The lakes are still holding water, but they have been hard hit by years of extended drought. All are reduced in size, and one is nearly completely dry. In spite of this, there was still much evidence of wildlife activity in the area. Deer and Coyote sign were easy to find. Insects of all types began to make their appearance as the mid-morning sun warmed the air. It was late October, but the temperature was scheduled to rise well into the 90s before the day was over—summer releases its grasp with some reluctance in North Texas.
On one pond we discovered a massing of Whiligig Beetles—a common sight in mid autumn. I’m not sure how to explain these fall congregations, but perhaps they are related to mating, or possibly the end of the larval stage occurs simultaneously for many of these insects. Here is what Wikipedia has to say about the Whirligig Beetle:
The whirligig beetles are a family (Gyrinidae) of water beetles that usually swim on the surface of the water if undisturbed, though they swim actively underwater when threatened. They get their common name from their habit of swimming rapidly in circles when alarmed, and are also notable for their divided eyes which are believed to enable them to see both above and below water. The family includes some 700 extant species worldwide, in 15 genera, plus a few fossil species. Most species are very similar in general appearance, though they vary in size from perhaps 3 mm to 18 mm in length. They tend to be flattened and rounded in cross section, in plan view as seen from above, and in longitudinal section. In fact their shape is a good first approximation to an ellipsoid, with legs and other appendages fitting closely into a streamlined surface.
The Gyrinidae are surface swimmers for preference. They are known for the bewildering and rapid gyrations in which they swim, and for their gregarious behavior. Most species also can fly well, even taking off from water if need be. The combination constitutes a survival strategy that helps them to avoid predation and take advantage of mating opportunities. In general the adults occupy areas where water flows steadily and not too fast, such as minor rapids and narrows in leisurely streams.
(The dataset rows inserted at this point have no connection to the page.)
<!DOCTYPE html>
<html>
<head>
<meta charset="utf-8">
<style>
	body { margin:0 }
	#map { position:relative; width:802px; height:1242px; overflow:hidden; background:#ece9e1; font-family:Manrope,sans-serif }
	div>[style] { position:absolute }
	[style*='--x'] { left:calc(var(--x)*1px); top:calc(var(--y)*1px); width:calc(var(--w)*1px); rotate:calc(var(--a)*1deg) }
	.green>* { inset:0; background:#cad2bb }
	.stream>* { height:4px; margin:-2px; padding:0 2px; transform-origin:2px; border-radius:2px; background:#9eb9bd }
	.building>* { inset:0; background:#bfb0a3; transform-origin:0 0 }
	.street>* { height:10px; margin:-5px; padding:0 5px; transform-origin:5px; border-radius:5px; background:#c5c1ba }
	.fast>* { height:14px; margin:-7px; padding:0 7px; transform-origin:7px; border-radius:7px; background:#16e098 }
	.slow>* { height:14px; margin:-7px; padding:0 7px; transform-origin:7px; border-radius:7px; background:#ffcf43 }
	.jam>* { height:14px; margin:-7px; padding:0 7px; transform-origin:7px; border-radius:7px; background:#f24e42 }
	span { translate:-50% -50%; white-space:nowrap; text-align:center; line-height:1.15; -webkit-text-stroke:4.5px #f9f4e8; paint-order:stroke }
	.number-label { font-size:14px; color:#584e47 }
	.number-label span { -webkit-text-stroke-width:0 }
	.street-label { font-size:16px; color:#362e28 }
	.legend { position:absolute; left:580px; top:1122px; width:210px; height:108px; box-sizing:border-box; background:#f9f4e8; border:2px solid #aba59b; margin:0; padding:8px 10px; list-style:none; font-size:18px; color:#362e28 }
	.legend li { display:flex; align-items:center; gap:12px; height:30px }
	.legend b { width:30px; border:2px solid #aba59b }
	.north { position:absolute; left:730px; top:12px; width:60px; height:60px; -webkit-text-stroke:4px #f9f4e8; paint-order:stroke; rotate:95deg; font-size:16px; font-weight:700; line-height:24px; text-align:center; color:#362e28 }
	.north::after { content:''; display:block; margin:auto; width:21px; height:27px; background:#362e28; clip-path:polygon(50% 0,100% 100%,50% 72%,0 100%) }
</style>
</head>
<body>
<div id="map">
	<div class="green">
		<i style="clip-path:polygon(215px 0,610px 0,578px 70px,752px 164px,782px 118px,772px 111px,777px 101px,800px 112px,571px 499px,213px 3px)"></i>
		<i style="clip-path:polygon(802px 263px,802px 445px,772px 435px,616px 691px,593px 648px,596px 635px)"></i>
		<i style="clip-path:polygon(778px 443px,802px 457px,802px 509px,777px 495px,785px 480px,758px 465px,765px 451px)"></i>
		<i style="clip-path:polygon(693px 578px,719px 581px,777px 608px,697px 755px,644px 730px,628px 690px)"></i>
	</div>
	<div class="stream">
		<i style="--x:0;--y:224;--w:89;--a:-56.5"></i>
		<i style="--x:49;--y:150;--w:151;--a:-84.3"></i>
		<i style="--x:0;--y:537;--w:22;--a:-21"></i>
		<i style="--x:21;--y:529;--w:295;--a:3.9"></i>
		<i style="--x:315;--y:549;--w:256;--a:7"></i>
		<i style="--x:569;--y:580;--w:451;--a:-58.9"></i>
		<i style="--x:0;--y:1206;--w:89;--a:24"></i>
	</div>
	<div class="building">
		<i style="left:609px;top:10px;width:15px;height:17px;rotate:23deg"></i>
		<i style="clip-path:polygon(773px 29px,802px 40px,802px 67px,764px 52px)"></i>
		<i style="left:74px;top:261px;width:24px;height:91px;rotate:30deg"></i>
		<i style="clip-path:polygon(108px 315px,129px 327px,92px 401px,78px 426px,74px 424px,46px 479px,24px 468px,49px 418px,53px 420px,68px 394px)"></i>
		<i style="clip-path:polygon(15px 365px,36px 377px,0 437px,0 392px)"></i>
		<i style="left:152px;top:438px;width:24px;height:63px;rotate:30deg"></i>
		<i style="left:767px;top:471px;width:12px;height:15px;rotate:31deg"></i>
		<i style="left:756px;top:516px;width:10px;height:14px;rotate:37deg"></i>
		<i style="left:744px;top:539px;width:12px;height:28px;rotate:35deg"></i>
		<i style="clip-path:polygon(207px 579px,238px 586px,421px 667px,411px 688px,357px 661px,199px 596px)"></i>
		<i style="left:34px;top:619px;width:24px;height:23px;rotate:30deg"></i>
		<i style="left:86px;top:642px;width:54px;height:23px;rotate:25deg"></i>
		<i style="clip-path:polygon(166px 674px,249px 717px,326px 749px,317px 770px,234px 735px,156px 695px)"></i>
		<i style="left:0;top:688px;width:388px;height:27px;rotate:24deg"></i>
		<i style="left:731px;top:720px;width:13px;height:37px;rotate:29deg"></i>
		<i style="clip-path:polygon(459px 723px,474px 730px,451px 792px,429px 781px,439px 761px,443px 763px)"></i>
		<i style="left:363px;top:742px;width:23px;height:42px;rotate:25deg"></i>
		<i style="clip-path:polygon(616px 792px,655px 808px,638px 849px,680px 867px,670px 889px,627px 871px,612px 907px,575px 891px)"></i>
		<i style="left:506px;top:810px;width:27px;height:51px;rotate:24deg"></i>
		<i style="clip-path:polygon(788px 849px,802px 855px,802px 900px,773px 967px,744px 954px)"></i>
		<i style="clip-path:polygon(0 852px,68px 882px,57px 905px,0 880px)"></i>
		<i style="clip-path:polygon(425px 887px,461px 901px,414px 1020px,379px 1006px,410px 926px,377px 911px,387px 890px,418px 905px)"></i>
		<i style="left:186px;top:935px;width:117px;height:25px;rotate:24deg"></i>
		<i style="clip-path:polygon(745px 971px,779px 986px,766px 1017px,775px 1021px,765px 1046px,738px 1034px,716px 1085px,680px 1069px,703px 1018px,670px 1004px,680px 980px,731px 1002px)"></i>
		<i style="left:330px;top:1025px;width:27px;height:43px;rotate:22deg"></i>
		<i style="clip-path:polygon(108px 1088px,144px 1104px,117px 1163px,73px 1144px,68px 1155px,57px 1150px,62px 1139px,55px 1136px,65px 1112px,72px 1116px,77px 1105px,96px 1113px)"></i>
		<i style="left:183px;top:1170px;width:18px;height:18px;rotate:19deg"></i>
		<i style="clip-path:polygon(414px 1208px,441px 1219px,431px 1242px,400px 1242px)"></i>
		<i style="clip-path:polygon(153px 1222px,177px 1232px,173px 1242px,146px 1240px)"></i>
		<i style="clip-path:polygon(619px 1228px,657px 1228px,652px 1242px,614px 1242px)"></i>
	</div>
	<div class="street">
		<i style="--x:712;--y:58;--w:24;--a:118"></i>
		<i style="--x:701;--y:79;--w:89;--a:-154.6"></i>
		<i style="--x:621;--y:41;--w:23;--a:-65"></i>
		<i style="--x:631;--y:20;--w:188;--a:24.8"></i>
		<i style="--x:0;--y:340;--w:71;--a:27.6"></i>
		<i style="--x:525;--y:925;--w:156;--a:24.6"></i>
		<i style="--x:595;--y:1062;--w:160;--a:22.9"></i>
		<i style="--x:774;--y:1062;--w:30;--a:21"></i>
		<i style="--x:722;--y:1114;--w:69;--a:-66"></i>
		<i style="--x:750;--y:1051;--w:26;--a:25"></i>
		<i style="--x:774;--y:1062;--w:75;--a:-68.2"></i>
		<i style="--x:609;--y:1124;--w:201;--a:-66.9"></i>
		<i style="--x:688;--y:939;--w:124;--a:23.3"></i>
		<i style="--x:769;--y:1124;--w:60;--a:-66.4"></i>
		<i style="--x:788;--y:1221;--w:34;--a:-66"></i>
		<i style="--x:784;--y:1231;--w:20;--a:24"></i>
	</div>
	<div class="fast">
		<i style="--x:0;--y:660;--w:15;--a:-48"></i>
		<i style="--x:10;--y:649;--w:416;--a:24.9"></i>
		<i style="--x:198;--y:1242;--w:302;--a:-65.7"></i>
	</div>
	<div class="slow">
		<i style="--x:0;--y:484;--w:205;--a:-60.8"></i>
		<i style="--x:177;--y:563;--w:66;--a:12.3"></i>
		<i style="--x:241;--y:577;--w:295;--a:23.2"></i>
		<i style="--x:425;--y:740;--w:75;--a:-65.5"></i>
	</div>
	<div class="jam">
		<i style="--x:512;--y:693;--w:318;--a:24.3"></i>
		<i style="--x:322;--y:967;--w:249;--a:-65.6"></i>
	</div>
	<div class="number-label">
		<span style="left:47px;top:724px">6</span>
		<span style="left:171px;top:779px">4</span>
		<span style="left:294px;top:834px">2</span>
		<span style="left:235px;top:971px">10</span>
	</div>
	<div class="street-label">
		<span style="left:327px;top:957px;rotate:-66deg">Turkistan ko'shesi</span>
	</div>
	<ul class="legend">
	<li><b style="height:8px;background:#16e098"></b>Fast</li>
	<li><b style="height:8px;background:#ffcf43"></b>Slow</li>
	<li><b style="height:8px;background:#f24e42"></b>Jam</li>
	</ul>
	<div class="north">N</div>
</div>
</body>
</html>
Such places supply a good turnover of floating detritus or struggling insects or other small animals that have fallen in and float with the current.
The adult beetles carry a bubble of air trapped beneath their elytra. This allows them to dive and swim under well-oxygenated water for indefinite periods if necessary. The mechanism is sophisticated and amounts to a physical gill. In practice though, their ecological adaptation is for the adults to scavenge and hunt on the water surface, so they seldom stay down for long. The larvae have paired plumose tracheal gills on each of the first eight abdominal segments.
Generally Gyrinids lay their eggs under water, attached to water plants, typically in rows. Like the adults, the larvae are active predators, largely benthic inhabitants of the stream bed and aquatic plants. They have long thoracic legs with paired claws. Their mandibles are curved, pointed, and pierced with a sucking canal. In this they resemble the larvae of many other predatory water beetles, such as the Dytiscidae. Mature larvae pupate in a cocoon that also is attached to water plants.
We only had time to give this place the most abbreviated once over. Time was running short, so we looked around quickly before staring the long walk back to our cars. This is a very intriguing spot that demands further exploration. We will be back.